Can you think of any way to have it pick sext instead of zext when we know the input is really sign extended anyway? This might only apply to function arguments?

lib/CodeGen/CodeGenPrepare.cpp
4016

We don't need the 'OrBitCast' here, do we?

spatel marked 2 inline comments as done.Nov 2 2015, 11:28 AM
spatel added inline comments.
lib/CodeGen/CodeGenPrepare.cpp
4016

Correct - the check above guarantees that RegWidth is greater than the original type.

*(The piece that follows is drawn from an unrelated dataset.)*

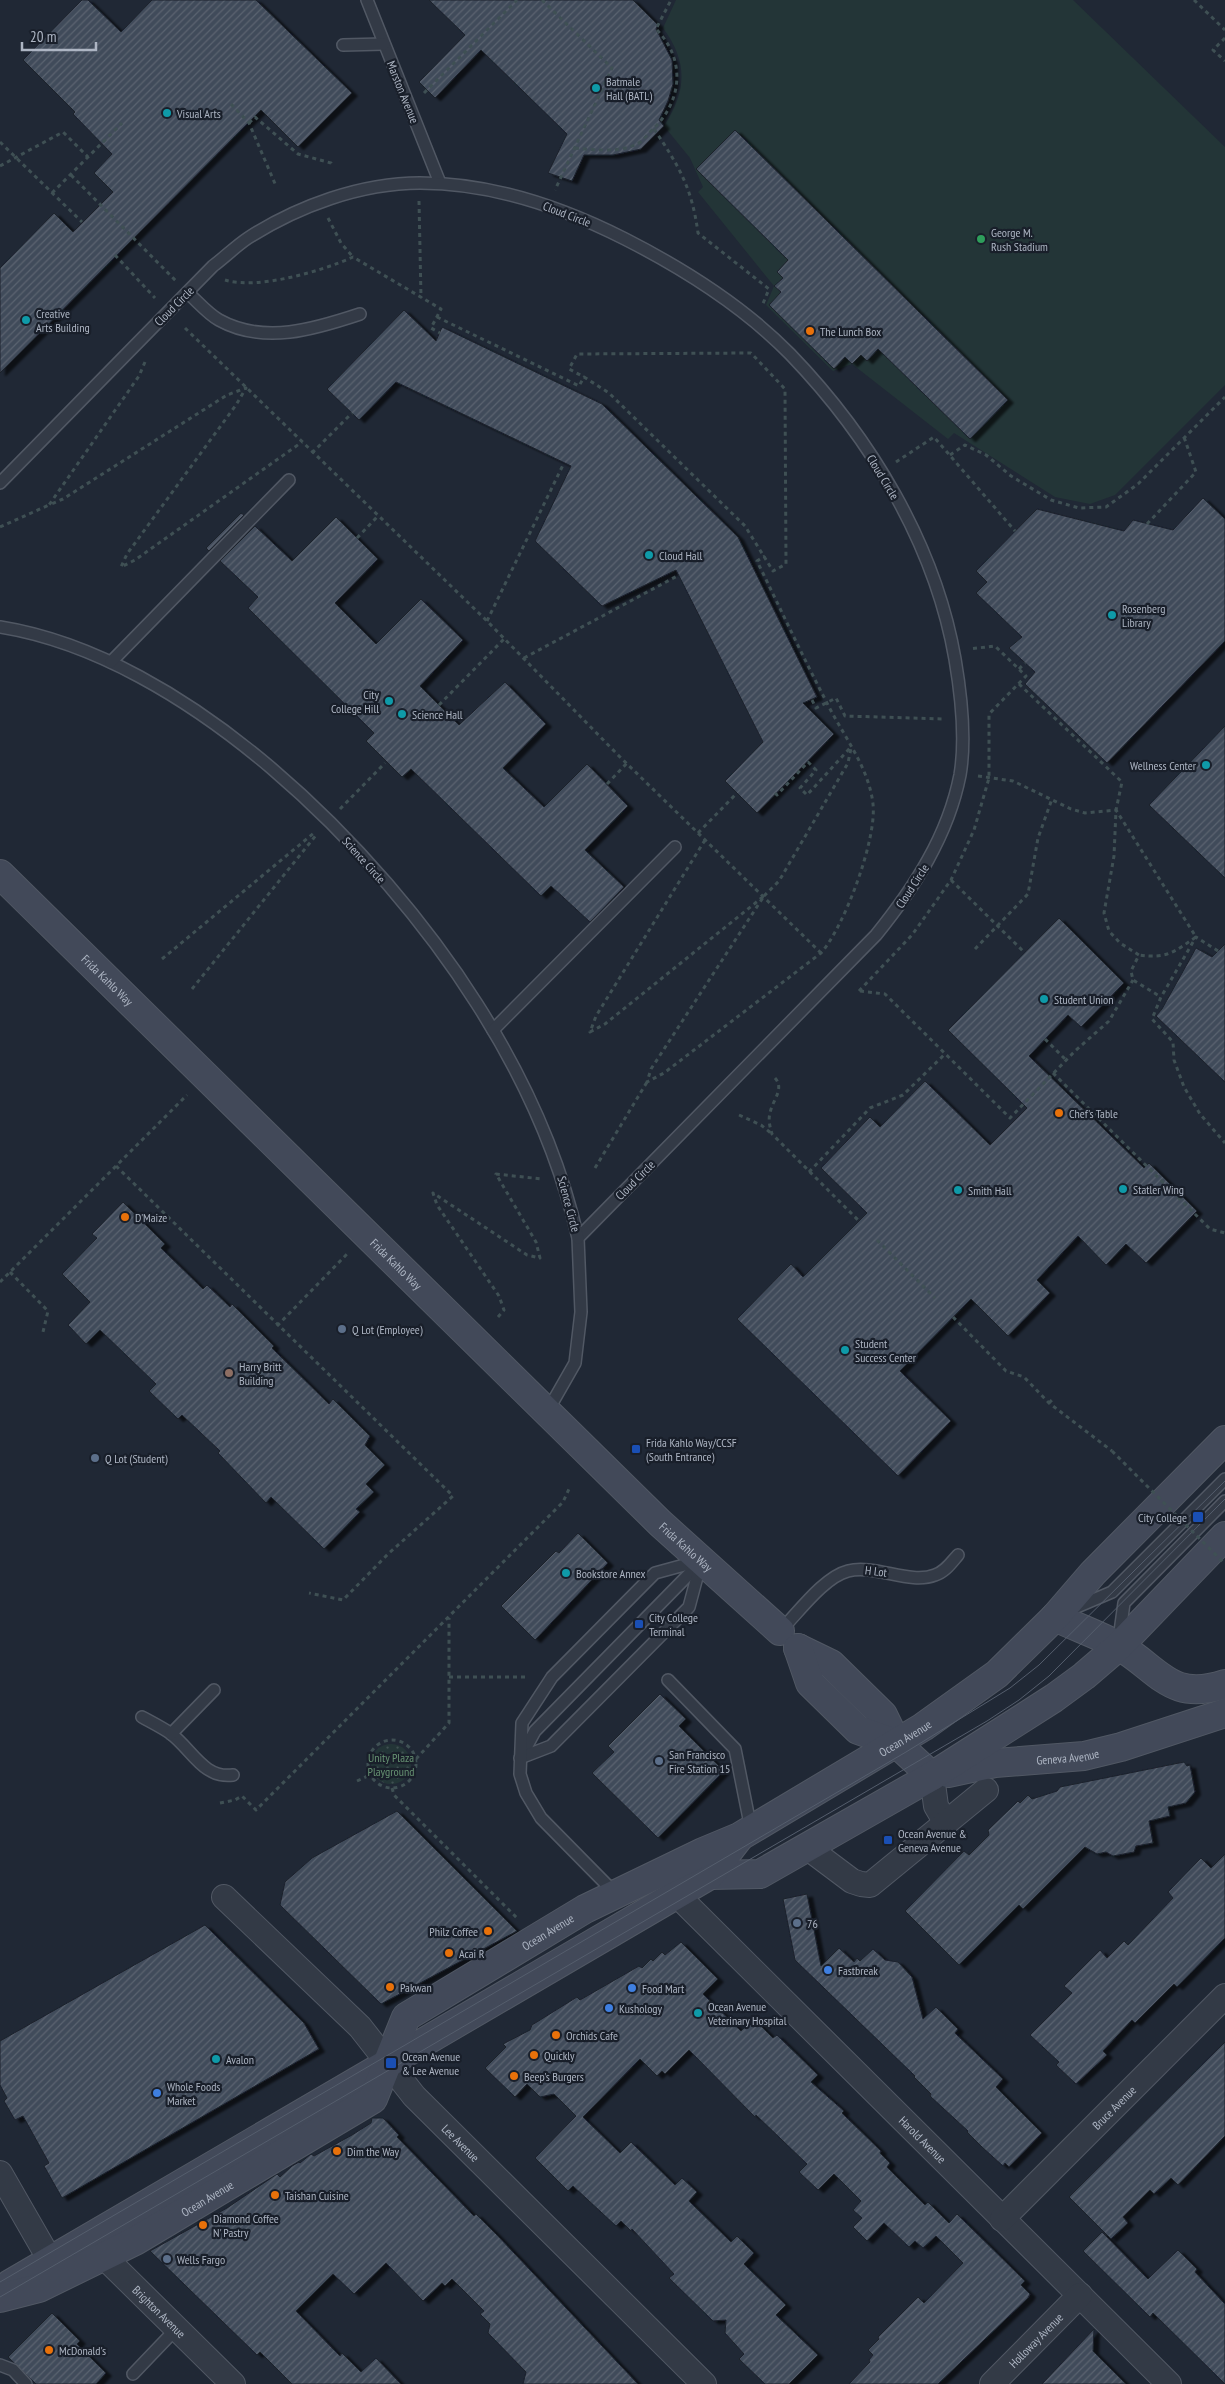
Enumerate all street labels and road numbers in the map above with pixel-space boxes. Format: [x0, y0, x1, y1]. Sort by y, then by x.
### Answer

spatel marked an inline comment as done.Nov 2 2015, 11:30 AM

Can you think of any way to have it pick sext instead of zext when we know the input is really sign extended anyway? This might only apply to function arguments?

Nice catch. I agree that we should sext instead of zext in that case. If it's only applicable to function args, it seems straightforward to add that check. New patch coming soon.

spatel updated this revision to Diff 38953.Nov 2 2015, 11:39 AM
spatel edited edge metadata.

Patch updated:

  1. Add check for a sign-extended function argument - in that case sext everything instead of zext.
  2. Minimized tests - we don't need so many switch cases to show the differences in IR (the larger examples were better for visualizing the asm differences).
  3. Added test case for #1.
hfinkel accepted this revision.Nov 2 2015, 11:51 AM
hfinkel edited edge metadata.

LGTM, thanks!

This revision is now accepted and ready to land.Nov 2 2015, 11:51 AM
This revision was automatically updated to reflect the committed changes.